Annual Conference Sessions

FoodMASTER: Reach to Teach

8:00 AM – 9:00 AM

Speaker

  • Sylvia Escott-Stump, MA, RDN, LDN, FAND

Description

  • Academic success in math and science promotes success throughout life. FoodMASTER: Reach to Teach provides participants with an overview of STEM Education and introduces the FoodMASTER Initiative: the “Food, Math And Science Teaching Enhancement Resource” program. These curricular tools use food to teach mathematics and science, with evidence-based results. The goal is to enhance teacher capacity, guide children and teens in science aptitude, and increase the pipeline of minority and women students entering STEM professions. There is no better “science champion” than a dietitian-nutritionist!

Learning Objectives

  • Identify and promote food concepts for teaching science to children and teens
  • Promote strong science educator influence to increase the pipeline of students entering STEM professions, especially minorities and women
  • Describe 3 key benefits of the FoodMASTER curriculum related to science education

CEU Level 2

Bulking Season: Evaluation of Protein Requirement in Critically Ill Patients

9:15 AM – 10:15 AM

Speaker

  • Christopher Buckley, PharmD, MS, BCCCP

Description

• ASPEN Guidelines for COVID-19 Critical Illness Background
• Gastrointestinal manifestations
• Prone positioning
• Neuromuscular blocking agents
• Calorie requirements
• Protein requirements

Learning Objectives

  • Recall initial nutrition recommendations for critically ill COVID-19 patients
  • Discuss strategies to overcome barriers to provision of enteral nutrition in the prone patient and neuromuscular blockade
  • Define and evaluate appropriate calorie and protein goals in critically patients with COVID-19

CEU Level 1

Finding your Tribe as an Entrepreneur: Benefits of Masterminds

10:30 AM – 11:30 AM

Speaker

  • Ingrid Knight, RDN, LD

Description

Do you feel uninspired in your career?
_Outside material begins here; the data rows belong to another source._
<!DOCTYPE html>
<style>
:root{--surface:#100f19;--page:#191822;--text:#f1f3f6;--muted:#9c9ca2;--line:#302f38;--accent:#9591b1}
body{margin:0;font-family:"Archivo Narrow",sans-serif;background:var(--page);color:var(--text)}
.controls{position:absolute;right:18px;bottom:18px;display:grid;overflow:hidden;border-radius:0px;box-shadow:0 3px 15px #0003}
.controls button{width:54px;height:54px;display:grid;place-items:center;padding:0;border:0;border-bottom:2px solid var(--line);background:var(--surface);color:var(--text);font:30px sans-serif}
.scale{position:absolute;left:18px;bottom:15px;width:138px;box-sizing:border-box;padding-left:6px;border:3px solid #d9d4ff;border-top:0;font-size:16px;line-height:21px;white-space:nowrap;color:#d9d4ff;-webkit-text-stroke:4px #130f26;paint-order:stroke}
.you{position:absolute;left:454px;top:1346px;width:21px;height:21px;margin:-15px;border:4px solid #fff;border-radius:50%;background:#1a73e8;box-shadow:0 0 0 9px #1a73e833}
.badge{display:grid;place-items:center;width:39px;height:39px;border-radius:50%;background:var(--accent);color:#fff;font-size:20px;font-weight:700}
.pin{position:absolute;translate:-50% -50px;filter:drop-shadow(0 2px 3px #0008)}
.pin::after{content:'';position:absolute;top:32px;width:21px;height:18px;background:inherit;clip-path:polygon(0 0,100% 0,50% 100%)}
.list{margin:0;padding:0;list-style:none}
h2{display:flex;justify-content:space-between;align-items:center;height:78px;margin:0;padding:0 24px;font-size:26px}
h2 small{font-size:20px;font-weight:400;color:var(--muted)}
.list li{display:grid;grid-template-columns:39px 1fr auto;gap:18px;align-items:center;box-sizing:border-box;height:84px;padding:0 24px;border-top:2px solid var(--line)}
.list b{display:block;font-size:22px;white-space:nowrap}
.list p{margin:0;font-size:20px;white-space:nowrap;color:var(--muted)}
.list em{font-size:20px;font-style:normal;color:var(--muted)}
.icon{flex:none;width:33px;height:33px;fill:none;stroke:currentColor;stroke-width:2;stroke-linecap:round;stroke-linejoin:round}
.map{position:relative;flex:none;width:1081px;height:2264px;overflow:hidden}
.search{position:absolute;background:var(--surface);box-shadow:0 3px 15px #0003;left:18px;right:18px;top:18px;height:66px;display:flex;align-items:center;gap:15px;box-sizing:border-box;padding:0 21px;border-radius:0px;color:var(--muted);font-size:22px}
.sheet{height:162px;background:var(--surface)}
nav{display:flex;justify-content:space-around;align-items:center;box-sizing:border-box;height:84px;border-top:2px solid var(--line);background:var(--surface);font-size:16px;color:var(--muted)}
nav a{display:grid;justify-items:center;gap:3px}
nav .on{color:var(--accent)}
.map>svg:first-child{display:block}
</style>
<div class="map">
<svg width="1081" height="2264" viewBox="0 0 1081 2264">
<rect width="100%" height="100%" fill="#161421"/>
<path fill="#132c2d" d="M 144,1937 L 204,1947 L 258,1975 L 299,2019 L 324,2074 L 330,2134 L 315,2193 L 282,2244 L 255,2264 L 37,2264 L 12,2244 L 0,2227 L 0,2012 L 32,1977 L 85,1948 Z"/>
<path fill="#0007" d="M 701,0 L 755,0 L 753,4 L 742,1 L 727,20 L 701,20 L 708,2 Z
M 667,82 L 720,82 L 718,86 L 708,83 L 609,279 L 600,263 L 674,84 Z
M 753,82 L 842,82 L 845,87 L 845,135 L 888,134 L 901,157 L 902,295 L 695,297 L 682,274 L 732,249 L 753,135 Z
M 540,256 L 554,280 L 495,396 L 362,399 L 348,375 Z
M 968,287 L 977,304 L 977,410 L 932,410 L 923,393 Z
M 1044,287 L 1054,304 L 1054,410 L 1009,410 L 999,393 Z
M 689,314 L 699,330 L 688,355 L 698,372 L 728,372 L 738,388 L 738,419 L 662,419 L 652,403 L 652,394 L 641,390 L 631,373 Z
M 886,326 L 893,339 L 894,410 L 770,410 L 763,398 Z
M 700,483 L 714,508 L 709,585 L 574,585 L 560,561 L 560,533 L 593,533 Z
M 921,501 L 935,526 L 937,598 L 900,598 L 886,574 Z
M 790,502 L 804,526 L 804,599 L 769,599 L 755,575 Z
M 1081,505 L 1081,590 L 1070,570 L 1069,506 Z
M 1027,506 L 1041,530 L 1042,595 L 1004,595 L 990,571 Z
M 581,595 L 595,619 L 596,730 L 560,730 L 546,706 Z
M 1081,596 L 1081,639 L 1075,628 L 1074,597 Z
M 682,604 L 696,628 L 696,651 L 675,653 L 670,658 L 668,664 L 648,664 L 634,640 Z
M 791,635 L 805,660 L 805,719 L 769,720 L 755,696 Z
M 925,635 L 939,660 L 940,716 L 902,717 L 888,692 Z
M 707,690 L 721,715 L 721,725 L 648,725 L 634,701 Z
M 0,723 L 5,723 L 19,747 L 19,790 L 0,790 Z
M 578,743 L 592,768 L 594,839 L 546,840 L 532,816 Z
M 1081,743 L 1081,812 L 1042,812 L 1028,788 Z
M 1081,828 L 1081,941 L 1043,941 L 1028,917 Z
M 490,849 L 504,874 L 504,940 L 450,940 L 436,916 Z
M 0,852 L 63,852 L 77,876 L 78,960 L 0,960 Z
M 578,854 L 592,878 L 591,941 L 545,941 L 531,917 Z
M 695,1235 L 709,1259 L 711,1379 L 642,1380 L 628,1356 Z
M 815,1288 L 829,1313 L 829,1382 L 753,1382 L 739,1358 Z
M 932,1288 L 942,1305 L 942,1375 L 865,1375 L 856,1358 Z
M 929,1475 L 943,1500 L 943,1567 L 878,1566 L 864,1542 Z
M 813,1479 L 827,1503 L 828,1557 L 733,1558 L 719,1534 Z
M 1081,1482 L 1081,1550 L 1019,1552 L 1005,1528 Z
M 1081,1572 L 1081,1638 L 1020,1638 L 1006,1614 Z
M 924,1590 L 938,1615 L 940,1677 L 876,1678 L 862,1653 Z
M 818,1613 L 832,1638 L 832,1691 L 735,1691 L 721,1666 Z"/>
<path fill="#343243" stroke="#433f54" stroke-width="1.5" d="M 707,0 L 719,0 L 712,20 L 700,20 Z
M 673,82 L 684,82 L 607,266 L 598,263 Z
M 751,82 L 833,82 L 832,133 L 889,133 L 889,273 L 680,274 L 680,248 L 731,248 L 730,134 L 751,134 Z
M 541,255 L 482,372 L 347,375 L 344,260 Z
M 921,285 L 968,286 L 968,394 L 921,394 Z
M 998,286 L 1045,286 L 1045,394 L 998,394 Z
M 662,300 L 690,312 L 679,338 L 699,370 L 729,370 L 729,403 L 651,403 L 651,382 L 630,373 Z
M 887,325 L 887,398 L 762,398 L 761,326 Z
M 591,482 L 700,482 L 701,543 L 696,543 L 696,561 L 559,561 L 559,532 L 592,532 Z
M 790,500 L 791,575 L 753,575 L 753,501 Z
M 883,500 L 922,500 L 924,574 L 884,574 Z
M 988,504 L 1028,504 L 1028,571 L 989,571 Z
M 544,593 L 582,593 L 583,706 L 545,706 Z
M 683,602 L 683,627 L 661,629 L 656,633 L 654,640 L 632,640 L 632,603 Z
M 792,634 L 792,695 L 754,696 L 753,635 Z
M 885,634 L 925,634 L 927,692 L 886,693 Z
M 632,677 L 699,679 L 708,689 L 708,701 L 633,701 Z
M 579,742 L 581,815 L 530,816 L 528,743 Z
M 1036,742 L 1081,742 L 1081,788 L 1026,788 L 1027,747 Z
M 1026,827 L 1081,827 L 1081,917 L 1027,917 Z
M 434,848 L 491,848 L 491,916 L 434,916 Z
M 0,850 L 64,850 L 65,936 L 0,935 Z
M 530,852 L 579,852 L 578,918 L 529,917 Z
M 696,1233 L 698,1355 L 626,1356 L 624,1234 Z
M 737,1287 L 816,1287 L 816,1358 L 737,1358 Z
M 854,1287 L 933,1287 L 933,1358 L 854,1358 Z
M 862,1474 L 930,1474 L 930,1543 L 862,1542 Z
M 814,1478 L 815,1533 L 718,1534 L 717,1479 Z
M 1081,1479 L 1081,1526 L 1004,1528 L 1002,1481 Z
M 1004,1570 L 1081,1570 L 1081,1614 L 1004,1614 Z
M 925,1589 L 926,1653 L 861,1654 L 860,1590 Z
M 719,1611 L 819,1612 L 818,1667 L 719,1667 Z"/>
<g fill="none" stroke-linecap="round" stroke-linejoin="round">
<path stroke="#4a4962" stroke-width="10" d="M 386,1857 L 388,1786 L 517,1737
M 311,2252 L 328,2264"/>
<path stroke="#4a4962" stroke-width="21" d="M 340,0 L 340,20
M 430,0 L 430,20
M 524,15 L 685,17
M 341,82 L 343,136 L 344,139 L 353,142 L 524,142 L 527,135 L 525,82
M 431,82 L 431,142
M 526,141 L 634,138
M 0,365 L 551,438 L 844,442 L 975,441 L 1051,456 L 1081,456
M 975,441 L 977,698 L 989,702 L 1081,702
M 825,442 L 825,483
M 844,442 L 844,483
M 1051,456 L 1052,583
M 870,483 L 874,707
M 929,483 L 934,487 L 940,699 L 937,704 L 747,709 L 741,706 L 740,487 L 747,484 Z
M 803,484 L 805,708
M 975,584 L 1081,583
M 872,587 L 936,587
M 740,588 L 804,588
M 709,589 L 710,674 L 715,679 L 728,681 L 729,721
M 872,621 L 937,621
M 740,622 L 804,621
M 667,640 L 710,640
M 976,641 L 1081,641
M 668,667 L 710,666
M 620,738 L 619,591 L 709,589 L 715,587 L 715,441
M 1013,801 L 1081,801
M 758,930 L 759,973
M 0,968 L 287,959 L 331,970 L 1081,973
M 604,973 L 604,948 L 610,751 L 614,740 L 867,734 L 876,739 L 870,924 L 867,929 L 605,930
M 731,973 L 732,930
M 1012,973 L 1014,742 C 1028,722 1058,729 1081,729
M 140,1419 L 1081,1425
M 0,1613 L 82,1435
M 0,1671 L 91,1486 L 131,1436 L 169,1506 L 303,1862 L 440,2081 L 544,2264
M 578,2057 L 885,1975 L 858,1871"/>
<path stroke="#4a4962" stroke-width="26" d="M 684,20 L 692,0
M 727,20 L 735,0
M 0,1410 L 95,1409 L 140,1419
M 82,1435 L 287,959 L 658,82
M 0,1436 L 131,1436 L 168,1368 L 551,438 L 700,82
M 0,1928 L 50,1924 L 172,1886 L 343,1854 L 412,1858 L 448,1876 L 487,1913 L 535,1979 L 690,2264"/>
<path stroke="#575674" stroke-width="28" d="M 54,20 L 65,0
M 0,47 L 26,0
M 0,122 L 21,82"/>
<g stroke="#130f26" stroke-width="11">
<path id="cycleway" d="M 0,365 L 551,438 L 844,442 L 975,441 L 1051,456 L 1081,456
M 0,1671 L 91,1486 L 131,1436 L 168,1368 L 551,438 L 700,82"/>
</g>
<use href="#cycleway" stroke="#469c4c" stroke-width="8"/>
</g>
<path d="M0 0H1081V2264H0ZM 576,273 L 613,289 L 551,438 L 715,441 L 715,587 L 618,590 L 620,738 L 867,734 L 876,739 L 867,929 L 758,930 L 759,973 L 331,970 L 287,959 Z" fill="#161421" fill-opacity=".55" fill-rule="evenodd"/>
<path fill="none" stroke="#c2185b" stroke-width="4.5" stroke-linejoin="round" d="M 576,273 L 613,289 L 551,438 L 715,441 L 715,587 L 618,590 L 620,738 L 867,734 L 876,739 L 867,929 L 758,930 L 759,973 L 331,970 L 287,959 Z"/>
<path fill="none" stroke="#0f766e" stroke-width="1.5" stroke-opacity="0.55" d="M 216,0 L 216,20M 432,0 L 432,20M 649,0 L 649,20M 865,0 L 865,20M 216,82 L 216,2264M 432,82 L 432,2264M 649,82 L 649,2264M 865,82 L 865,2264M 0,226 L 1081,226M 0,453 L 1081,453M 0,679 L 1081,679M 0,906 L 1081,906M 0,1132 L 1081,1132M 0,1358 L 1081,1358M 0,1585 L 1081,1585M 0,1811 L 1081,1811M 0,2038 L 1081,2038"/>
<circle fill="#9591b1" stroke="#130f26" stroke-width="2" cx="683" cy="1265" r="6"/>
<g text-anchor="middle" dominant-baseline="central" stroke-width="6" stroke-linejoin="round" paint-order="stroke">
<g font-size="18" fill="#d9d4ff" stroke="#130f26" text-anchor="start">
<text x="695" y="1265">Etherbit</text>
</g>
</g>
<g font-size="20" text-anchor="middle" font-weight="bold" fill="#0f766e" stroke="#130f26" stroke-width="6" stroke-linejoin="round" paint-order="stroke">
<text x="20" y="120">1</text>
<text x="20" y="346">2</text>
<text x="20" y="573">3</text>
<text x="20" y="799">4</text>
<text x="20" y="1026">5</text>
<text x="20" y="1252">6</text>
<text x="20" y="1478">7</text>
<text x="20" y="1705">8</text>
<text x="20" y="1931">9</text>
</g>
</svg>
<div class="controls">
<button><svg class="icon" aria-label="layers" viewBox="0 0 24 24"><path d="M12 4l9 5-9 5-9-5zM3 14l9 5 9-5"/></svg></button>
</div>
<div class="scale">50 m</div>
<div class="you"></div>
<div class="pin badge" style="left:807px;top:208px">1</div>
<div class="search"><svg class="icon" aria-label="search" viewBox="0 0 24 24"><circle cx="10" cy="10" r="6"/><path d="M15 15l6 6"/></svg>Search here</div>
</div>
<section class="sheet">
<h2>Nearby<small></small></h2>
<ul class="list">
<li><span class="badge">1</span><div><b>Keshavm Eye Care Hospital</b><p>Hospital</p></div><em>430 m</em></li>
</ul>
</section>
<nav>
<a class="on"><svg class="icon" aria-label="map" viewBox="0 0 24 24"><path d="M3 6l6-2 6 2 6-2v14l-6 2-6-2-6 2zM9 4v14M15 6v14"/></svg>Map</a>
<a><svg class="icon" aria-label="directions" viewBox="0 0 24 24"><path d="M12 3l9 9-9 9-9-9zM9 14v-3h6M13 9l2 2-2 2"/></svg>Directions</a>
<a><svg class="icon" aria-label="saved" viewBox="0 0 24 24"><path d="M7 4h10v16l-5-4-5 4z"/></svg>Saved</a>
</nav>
Look to mastermind groups to support you in:
● Career choices
● Private practice
● Organizational skills
● Counseling skills
● And more!
Will discuss the many benefits of being in a mastermind group, including her experiences
with a private practice group, facilitating other mastermind groups, and leading Dietitians
in all areas of life.

Learning Objectives

  • How to find or form a mastermind group.
  • Learn what you can gain from participating in a mastermind group.
  • Describe the value, both personal and professional, to being a part of a mastermind group

CEU Level 2

Workplace Wellness Center RDN

1:00 PM – 1:30 PM

Speaker

  • Katherine Cabrera, MS, RDN, LDN

Learning Objectives

  • Understand the dynamics and concepts of a workplace wellness center.
  • Explain the nutrition care services along with the RDN’s responsibilities in workplace wellness setting.
  • Define the unique qualification for a Workplace Wellness RDN.

CEU Level 2

Exploring Sustainability within Healthy and Sustainable Food Systems

1:45 PM – 2:45 PM

Speaker

  • Marianne Smith Edge, MS, RDN, LD, FAND

Description

This presentation will explore the complexity of what a healthy and sustainable food system means when evaluating the contributions of food groups especially protein along with the environmental realities and dietary guidance. Registered dietitian nutritionists will be provided the background from which to make informed decisions and provide guidance about sustainable food systems.

Learning Objectives

  • Develop a greater understanding of the multidimensional nature of sustainability related to food and agriculture including identification of trade-offs, challenges, and opportunities
  • Explore the role of ruminants and animal-source food products in dietary patterns, livelihoods, and environmental systems from a U.S. perspective
  • Describe evidence-based, actionable steps for dietitians to expand personal and collective efforts related to sustainable food systems

CEU Level 2

This session is possible due to the generous support of Tennessee Beef Council.